After taking a peek through some of the telescopes at a star party, people are often inspired to try the hobby for themselves, but need some guidance on where to start. Namely, what kind of telescope is a reasonable one with which to start? Lately, I've been seeing two different opinions on this.
The classic one is the same one I see in many hobbies: Get the cheapest one you can that does just the basics, so if you decide it's too much trouble, you're not out too much money. The typical recommendation for a telescope of this type is a Dobsonian. This type of telescope is named after the type of mount it has which was invented by John Dobson. In this case, the mount is what helps keep the telescope so inexpensive: It's an Alt-Az mount which means it simply moves the telescope up-down, left-right.
In many cases this is perfectly adequate. However, since the Earth isn't flat, that means that you can't easily track an object in the sky as it drifts out of the field of view. With other types of mounts, the base will be tilted to compensate for the Earth's curvature, so you'll only have to move it in the left-right direction, but with Alt-Az mounts, you'll have to move it right and up. After a little practice, this shouldn't be a problem, but if you've ever used the other type of mount (an Equitorial), you'll grumble at such things. Some Alt-Az mounts have computers connected to powered drives to keep the telescope aligned or find objects for you (known as GoTo), but I can't say I've seen such things on a Dobsonian. It's usually on smaller telescopes, and Dobs get big fast (which is one of the cool things about 'em!). Although not connected to drives to move the scope, I have seen some with the computer that figures out where objects are and can tell you which way to move to find it. So there's some assistance out there.
Another problem many have with Dobsonians is that they have a very long tube. This can make transportation difficult for people with smaller cars. I know recent designs by some companies (Celestron at the very least), have begun making "open tube" designs which allow the assembly with the secondary mirror and eyepiece slide down some rails to make transport easier.
What to take away from this is that Dobsonians are great telescopes, but they require more hands-on work than many of the other telescopes; you will be moving the telescope yourself to find objects and to keep the telescope aligned once you have. Unless you have an accessory to tell you where to move, you'll also have to learn your way around the sky significantly better than many other modern scopes, which can be a good thing. But it can also be a very steep learning curve and turn people off from the hobby altogether.
Which is where the second train of thought comes in: To help people dive in and be able to start spotting galaxies right away, another way to go is to get a smaller telescope, but one that has more advanced features. This, in many ways, makes the hobby far more approachable.
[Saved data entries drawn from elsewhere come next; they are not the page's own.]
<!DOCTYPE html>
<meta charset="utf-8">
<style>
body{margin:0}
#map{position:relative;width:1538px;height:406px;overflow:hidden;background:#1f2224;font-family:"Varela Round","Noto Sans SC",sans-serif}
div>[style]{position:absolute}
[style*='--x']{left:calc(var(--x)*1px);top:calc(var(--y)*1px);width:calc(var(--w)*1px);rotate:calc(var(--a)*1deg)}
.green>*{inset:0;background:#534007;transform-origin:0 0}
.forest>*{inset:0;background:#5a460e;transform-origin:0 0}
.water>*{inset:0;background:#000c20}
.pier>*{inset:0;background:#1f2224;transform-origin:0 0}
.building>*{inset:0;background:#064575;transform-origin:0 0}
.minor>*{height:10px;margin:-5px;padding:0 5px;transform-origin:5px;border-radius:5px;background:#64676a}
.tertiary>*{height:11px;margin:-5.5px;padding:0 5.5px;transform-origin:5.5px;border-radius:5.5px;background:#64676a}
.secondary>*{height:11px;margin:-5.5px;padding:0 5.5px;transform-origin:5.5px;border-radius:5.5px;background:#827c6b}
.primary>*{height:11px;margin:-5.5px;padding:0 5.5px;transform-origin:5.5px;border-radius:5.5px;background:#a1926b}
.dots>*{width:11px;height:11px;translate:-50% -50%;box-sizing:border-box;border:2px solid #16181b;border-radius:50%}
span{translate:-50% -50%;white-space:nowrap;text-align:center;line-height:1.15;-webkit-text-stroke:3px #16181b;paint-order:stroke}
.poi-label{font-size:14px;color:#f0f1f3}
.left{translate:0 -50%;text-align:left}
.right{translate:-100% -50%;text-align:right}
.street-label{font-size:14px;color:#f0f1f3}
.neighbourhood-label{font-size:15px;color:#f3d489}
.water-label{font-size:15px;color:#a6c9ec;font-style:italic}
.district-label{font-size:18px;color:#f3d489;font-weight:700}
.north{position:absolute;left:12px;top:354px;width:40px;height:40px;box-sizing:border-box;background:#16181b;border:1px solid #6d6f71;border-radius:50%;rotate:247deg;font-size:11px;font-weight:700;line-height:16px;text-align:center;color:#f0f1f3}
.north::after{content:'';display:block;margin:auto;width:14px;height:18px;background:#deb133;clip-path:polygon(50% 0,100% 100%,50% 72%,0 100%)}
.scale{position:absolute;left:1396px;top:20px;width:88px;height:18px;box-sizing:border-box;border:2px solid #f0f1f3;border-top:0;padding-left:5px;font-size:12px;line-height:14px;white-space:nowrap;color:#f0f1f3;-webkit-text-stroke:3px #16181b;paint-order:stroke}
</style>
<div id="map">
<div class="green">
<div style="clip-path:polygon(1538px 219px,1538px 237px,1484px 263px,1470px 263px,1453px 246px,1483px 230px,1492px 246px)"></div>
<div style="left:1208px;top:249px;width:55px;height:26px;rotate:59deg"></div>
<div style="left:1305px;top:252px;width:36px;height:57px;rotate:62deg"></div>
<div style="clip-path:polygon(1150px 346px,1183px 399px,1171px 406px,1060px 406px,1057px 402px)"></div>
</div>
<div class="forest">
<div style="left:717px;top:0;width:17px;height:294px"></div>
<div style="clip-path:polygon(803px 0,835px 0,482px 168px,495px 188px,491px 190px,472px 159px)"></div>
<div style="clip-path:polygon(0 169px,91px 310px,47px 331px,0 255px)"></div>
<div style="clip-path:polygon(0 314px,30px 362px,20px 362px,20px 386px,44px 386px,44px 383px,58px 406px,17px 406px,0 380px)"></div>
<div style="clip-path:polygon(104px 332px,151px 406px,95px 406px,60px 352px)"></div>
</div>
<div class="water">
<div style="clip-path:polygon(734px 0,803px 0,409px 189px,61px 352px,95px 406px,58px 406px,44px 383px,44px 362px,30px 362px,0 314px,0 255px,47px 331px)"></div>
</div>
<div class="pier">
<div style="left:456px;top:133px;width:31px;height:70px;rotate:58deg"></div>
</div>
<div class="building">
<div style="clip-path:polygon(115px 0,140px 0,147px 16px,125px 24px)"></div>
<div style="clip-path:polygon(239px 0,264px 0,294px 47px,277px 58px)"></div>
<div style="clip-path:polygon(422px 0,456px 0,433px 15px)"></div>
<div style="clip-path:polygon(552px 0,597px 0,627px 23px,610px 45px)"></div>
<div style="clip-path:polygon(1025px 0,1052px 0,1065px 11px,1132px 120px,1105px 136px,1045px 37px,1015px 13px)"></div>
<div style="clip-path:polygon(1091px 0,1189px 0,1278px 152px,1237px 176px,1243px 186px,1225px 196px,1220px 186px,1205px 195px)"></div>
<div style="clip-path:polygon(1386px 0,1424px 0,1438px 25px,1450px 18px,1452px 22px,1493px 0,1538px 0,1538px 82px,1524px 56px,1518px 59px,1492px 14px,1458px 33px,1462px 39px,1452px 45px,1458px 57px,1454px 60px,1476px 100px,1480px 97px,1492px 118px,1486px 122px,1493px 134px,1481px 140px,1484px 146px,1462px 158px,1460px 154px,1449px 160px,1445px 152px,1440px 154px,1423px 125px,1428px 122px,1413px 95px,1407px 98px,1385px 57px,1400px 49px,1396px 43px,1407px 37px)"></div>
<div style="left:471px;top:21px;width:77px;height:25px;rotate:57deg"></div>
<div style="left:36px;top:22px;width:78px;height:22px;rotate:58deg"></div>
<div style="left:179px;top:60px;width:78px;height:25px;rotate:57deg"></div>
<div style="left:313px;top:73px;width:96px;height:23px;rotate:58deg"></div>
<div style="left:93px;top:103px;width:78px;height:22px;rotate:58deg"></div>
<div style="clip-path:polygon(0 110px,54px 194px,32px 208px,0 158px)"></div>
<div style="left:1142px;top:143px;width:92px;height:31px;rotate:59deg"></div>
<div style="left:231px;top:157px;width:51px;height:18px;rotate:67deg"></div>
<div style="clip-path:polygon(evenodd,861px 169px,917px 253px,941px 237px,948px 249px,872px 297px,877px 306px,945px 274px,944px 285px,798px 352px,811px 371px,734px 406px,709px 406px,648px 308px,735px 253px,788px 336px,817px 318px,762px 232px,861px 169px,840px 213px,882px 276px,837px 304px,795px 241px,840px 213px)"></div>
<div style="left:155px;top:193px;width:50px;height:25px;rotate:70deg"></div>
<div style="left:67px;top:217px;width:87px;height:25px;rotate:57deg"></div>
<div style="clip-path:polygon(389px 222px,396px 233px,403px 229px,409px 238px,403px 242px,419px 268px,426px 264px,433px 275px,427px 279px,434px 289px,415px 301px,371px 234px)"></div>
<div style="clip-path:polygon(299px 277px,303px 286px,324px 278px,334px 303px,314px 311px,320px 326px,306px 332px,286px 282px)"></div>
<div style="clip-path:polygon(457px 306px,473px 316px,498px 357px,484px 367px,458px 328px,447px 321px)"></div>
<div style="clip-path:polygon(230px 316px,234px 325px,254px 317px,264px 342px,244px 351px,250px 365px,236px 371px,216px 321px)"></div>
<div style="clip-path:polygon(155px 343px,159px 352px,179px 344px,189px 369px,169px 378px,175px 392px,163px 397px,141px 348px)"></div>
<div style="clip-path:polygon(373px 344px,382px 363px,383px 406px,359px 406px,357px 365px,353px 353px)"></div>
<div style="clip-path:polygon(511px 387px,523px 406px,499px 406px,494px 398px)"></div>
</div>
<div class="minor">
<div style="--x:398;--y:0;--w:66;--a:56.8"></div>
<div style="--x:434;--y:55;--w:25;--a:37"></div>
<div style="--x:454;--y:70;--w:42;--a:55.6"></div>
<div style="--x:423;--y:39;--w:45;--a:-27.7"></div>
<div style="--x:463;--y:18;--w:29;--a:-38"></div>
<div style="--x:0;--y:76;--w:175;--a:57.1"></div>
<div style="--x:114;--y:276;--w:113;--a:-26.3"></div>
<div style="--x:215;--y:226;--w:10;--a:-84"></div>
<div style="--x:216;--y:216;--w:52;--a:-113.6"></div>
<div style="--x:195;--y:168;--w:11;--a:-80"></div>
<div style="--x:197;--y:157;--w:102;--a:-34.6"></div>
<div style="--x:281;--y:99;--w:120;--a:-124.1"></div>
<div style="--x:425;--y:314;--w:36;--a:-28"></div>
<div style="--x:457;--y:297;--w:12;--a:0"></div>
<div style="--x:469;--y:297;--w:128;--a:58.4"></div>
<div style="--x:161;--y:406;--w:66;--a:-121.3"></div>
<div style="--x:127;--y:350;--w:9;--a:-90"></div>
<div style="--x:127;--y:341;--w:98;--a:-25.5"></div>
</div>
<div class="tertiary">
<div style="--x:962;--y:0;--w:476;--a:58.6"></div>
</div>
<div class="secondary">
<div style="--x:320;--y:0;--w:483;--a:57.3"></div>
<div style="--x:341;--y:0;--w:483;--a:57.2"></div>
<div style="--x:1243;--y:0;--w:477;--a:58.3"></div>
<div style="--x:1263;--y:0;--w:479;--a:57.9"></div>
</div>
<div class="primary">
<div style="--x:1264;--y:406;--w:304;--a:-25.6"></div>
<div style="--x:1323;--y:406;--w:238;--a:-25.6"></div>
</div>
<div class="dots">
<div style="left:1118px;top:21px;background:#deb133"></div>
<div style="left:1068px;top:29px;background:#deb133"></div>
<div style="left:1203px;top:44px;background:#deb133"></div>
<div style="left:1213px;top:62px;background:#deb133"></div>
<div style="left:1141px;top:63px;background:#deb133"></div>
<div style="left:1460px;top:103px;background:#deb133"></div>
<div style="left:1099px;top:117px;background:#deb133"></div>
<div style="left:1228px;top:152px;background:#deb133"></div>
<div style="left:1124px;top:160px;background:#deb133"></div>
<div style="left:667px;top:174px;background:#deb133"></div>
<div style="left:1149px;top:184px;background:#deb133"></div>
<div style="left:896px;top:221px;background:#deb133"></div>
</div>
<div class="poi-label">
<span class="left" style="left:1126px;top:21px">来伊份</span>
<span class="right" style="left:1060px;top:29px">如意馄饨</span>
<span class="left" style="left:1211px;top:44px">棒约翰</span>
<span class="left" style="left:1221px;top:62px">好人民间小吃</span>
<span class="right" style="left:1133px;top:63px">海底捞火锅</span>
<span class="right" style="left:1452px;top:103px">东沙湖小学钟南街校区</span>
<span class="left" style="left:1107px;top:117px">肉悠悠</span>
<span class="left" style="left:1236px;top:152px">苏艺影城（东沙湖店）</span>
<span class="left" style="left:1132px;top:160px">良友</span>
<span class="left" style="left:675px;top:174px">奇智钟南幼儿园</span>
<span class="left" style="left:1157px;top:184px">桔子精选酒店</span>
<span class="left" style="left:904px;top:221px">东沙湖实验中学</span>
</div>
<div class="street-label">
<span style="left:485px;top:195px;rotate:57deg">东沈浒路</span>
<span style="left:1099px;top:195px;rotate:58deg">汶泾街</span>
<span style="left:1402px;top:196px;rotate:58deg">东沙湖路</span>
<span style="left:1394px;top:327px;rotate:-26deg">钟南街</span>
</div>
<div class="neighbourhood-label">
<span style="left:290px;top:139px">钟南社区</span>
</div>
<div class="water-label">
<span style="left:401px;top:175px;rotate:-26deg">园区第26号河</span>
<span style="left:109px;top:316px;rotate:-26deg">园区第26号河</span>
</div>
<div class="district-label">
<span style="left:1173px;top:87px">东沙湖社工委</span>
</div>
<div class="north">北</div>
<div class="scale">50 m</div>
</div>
There's many good choices of telescope for this as well. Small 4" scopes start in the range of about $500. For comparison, for around the same price, you could get a Dobsonian telescope with an 8" mirror. Since light collecting power is related to the square of the radius this would mean four times as much light being collected for the same price.
But what does that difference mean in the experience? It's really a difference in what sorts of things you'll be able to see. Regardless of what type of telescope you have, you'll need one that's at least 8" to start seeing "deep sky" objects, which includes most galaxies nebulae, and other such things. With smaller telescopes, you will be limited to brighter objects like the moon, planets and bright double stars. Not that there's anything wrong with this. For most amateurs, who live under light polluted skies, the bright city lights will wash out many fainter objects anyway. Thus, for many practical purposes, both will work just fine. It's really when you have opportunities to get out to a dark sky location that these difference will start jumping out at you.
So to wrap things up, I think there's several important factors to consider:
Your location - Do you live under light polluted skies? If so, then bigger won't necessarily help you so much and you may want to go for some bells and whistles.
Your free time and dedication - Do you have ample time to learn the sky? It's a steep learning curve and can be exceptionally frustrating. This is especially true if you live in a light polluted area and there's not enough stars by which to get your bearings.
Your budget - The real limiting factor. If you had all the budget in the world, then buy out the Hubble and get to it.